* **Information provided**

● ● ●

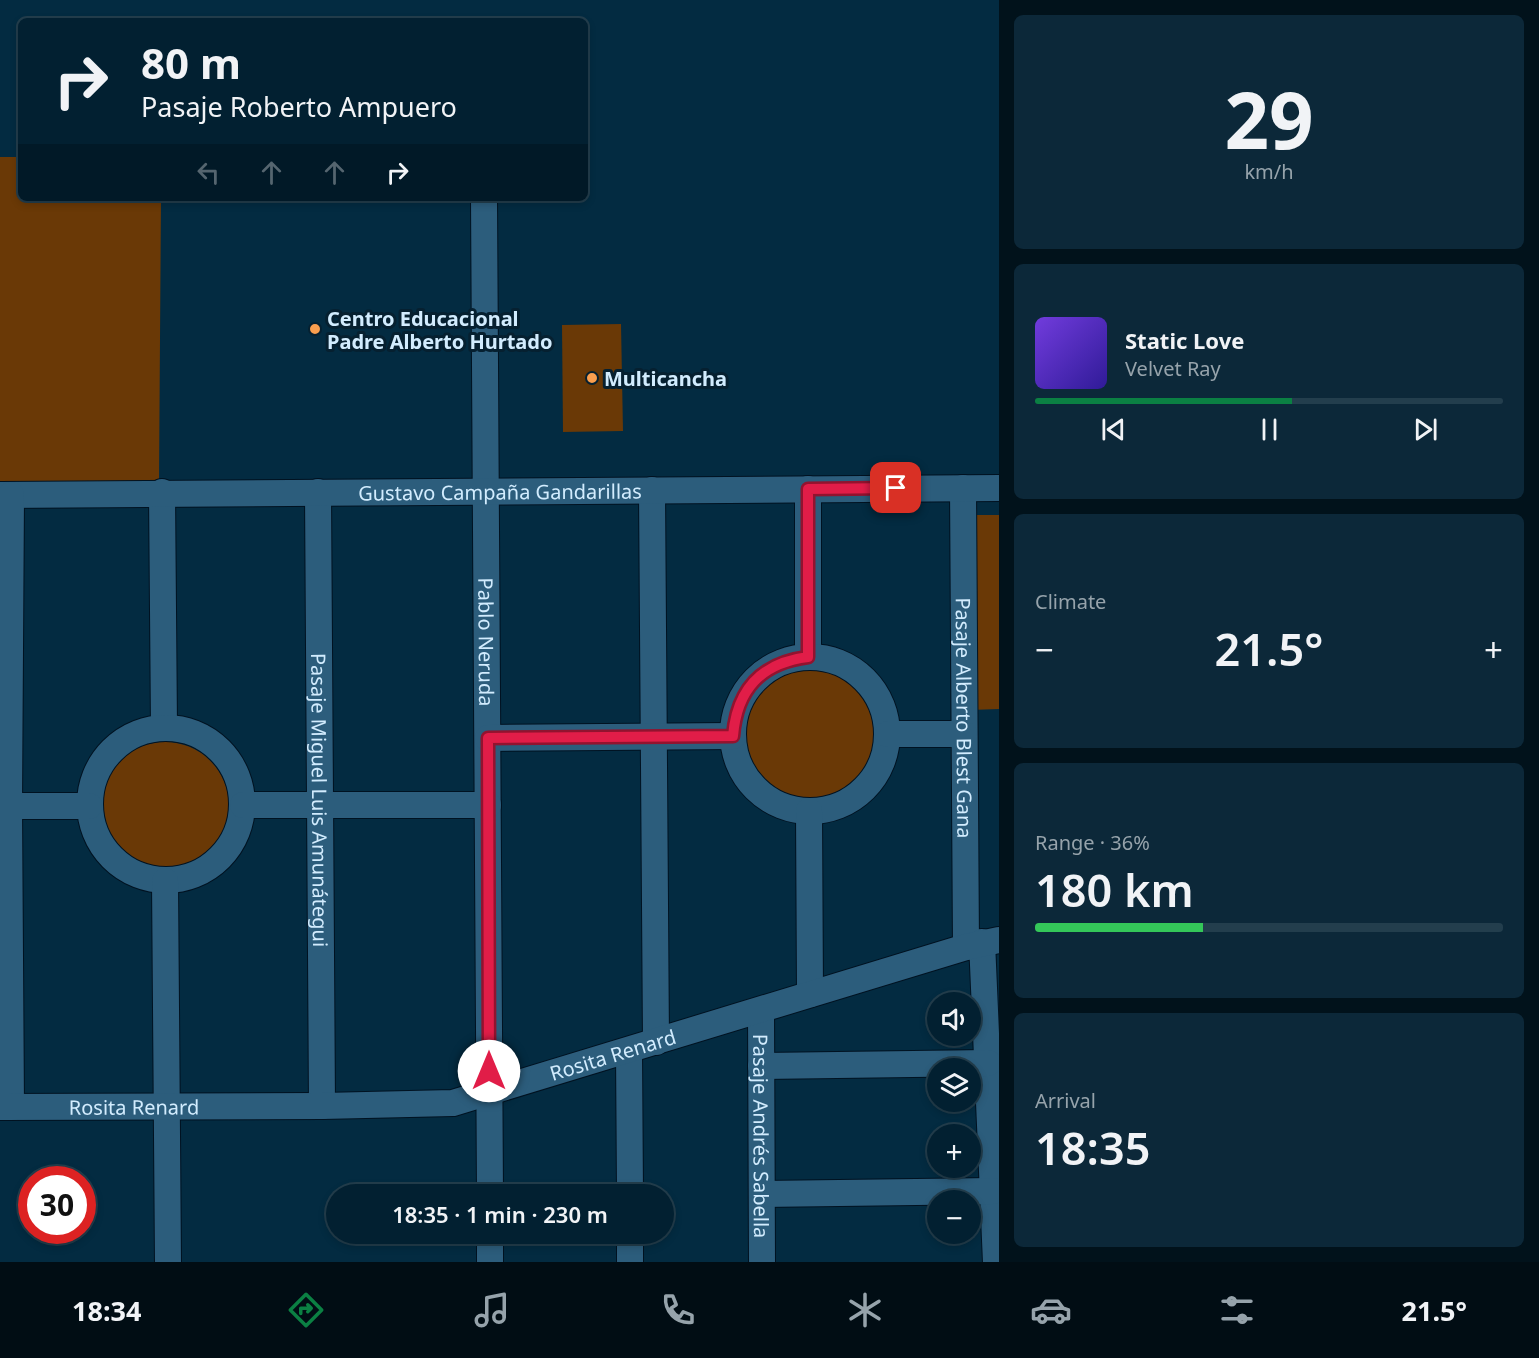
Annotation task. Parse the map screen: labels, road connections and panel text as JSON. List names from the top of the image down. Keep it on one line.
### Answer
{"streets":{"street":["Gustavo Campaña Gandarillas","Pablo Neruda","Pasaje Alberto Blest Gana","Pasaje Miguel Luis Amunátegui","Rosita Renard","Pasaje Andrés Sabella"]},"crossings":[["Gustavo Campaña Gandarillas","Pablo Neruda"],["Gustavo Campaña Gandarillas","Pasaje Alberto Blest Gana"],["Gustavo Campaña Gandarillas","Pasaje Miguel Luis Amunátegui"],["Pablo Neruda","Rosita Renard"],["Pasaje Alberto Blest Gana","Rosita Renard"],["Pasaje Miguel Luis Amunátegui","Rosita Renard"],["Rosita Renard","Pasaje Andrés Sabella"]],"places":["Centro Educacional Padre Alberto Hurtado","Multicancha"],"page":{"tile":[["29","km/h"],"Climate",["Range · 36%","180 km"],["Arrival","18:35"]],"turn":["80 m","Pasaje Roberto Ampuero"],"song":["Static Love","Velvet Ray"],"heat":["−","21.5°","+"],"map_buttons":["+","−"],"limit":"30","trip":"18:35 · 1 min · 230 m","tabs":["18:34","21.5°"]}}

● ● ●

* **Problem to solve**
Would you retype each line above exactly and skip every image?

* **Solution to this exercise**
Annotation task. Parse the map screen: labels, road connections and panel text as JSON. List names from the top of the image down. Keep it on one line.
### Answer
{"streets":{"street":["Gustavo Campaña Gandarillas","Pablo Neruda","Pasaje Alberto Blest Gana","Pasaje Miguel Luis Amunátegui","Rosita Renard","Pasaje Andrés Sabella"]},"crossings":[["Gustavo Campaña Gandarillas","Pablo Neruda"],["Gustavo Campaña Gandarillas","Pasaje Alberto Blest Gana"],["Gustavo Campaña Gandarillas","Pasaje Miguel Luis Amunátegui"],["Pablo Neruda","Rosita Renard"],["Pasaje Alberto Blest Gana","Rosita Renard"],["Pasaje Miguel Luis Amunátegui","Rosita Renard"],["Rosita Renard","Pasaje Andrés Sabella"]],"places":["Centro Educacional Padre Alberto Hurtado","Multicancha"],"page":{"tile":[["29","km/h"],"Climate",["Range · 36%","180 km"],["Arrival","18:35"]],"turn":["80 m","Pasaje Roberto Ampuero"],"song":["Static Love","Velvet Ray"],"heat":["−","21.5°","+"],"map_buttons":["+","−"],"limit":"30","trip":"18:35 · 1 min · 230 m","tabs":["18:34","21.5°"]}}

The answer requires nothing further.